As expected, the output is an unstructured descriptive paragraph.


### From Free-Form to Structured

Now we build on existing code examples to illustrate how an LLM can be guided to output structured ouput according to a schema. To replace this open-ended style with a structured extraction approach, we’ll use Pydantic to define a schema (i.e., which fields we expect and in what format) and then instruct the LLM to output only valid JSON matching that schema.
#### Defining a Pydantic Model

In [1]:
from pydantic import BaseModel

class Country(BaseModel):
  name: str
  capital: str
  languages: list[str]

Pydantic will automatically generate a JSON Schema to describe the fields. This schema will look like:

In [3]:
Country.model_json_schema()

{'properties': {'name': {'title': 'Name', 'type': 'string'},
  'capital': {'title': 'Capital', 'type': 'string'},
  'languages': {'items': {'type': 'string'},
   'title': 'Languages',
   'type': 'array'}},
 'required': ['name', 'capital', 'languages'],
 'title': 'Country',
 'type': 'object'}

###  Sending the Schema to the LLM

When we call the LLM, we include this JSON schema in the request so that the model knows **what** to return and **how** to format it.
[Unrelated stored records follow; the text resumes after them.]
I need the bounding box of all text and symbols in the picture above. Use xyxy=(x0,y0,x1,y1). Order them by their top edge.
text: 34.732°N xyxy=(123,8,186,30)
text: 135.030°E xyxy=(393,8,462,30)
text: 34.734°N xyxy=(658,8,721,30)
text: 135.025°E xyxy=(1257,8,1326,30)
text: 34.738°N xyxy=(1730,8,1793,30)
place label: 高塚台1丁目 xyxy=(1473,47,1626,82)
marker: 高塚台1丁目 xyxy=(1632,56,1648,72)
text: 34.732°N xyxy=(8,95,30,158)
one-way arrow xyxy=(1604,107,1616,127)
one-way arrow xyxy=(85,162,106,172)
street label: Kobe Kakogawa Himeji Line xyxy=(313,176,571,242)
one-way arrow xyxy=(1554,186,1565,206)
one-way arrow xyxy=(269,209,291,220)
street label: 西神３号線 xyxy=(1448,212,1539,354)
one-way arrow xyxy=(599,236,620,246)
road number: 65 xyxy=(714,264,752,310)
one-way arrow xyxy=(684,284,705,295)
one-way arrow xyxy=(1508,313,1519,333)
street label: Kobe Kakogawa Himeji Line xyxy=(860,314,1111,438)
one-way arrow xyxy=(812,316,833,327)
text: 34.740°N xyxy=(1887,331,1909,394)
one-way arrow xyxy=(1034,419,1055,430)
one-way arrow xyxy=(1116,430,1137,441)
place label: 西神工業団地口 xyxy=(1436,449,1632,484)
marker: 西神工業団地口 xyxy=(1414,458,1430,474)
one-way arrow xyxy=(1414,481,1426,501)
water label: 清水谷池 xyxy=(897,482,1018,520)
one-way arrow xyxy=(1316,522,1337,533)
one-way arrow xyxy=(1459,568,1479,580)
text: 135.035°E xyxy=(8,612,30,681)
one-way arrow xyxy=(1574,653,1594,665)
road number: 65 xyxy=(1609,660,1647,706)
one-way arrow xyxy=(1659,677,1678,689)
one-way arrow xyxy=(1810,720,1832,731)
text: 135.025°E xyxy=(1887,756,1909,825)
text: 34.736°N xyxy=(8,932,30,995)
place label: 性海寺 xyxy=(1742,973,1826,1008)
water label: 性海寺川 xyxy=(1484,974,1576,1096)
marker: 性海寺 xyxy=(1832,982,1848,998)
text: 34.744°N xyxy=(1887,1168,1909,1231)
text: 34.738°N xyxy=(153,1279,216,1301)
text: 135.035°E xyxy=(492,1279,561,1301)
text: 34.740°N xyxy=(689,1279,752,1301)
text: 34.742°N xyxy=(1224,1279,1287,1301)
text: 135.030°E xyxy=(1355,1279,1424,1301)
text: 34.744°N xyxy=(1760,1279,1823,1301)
For instance:

In [4]:
from ollama import chat

response = chat(
  messages=[
    {
      'role': 'user',
      'content': 'Tell me about Canada.',
    }
  ],
  model='llama3.1',
  format=Country.model_json_schema(),
)

This tells the model: “Return your answer as valid JSON that matches the schema for Country.” Instead of a free-form reply, the model is instructed to produce something like:

In [5]:
response.message.content

'{ "name" : "Canada", "capital" : "Ottawa", "languages" : ["English", "French"] }'

In [6]:
class Country(BaseModel):
  name: str
  capital: str
  languages: list[str]

# 2. Ask about Canada
canada_response = chat(
  messages=[{"role": "user", "content": "Tell me about Canada."}],
  model="llama3.1",
  format=Country.model_json_schema(),
  options={'temperature': 0},
)
canada_data = json.loads(canada_response.message.content)
canada_obj = Country(**canada_data)

# 3. Ask about Mexico
mexico_response = chat(
  messages=[{"role": "user", "content": "Tell me about Mexico."}],
  model="llama3.1",
  format=Country.model_json_schema(),
  options={'temperature': 0}
)
mexico_data = json.loads(mexico_response.message.content)
mexico_obj = Country(**mexico_data)

# 4. Ask about Germany
germany_response = chat(
  messages=[{"role": "user", "content": "Tell me about Germany."}],
  model="llama3.1",
  format=Country.model_json_schema(),
    options={'temperature': 0}
)
germany_data = json.loads(germany_response.message.content)
germany_obj = Country(**germany_data)

# 5. Ask about Japan
japan_response = chat(
  messages=[{"role": "user", "content": "Tell me about Japan."}],
  model="llama3.1",
  format=Country.model_json_schema(),
    options={'temperature': 0}
)
japan_data = json.loads(japan_response.message.content)
japan_obj = Country(**japan_data)

# 6. Combine all country objects into a pandas DataFrame using model_dump()
df = pd.DataFrame([
    canada_obj.model_dump(),
    mexico_obj.model_dump(),
    germany_obj.model_dump(),
    japan_obj.model_dump()
])
df

Unnamed: 0,name,capital,languages
0,Canada,Ottawa,"[English, French]"
1,Mexico,Mexico City,"[Spanish, indigenous languages, English (widel..."
2,Germany,Berlin,"[German, English, French, Italian, Polish, Rus..."
3,Japan,Tokyo,"[Japanese, English (widely spoken)]"


### Validating the Output
Once the model responds, we validate the JSON to confirm it meets the schema:

In [6]:
country = Country.model_validate_json(response.message.content)
print(country)

name='Canada' capital='Ottawa' languages=['English', 'French']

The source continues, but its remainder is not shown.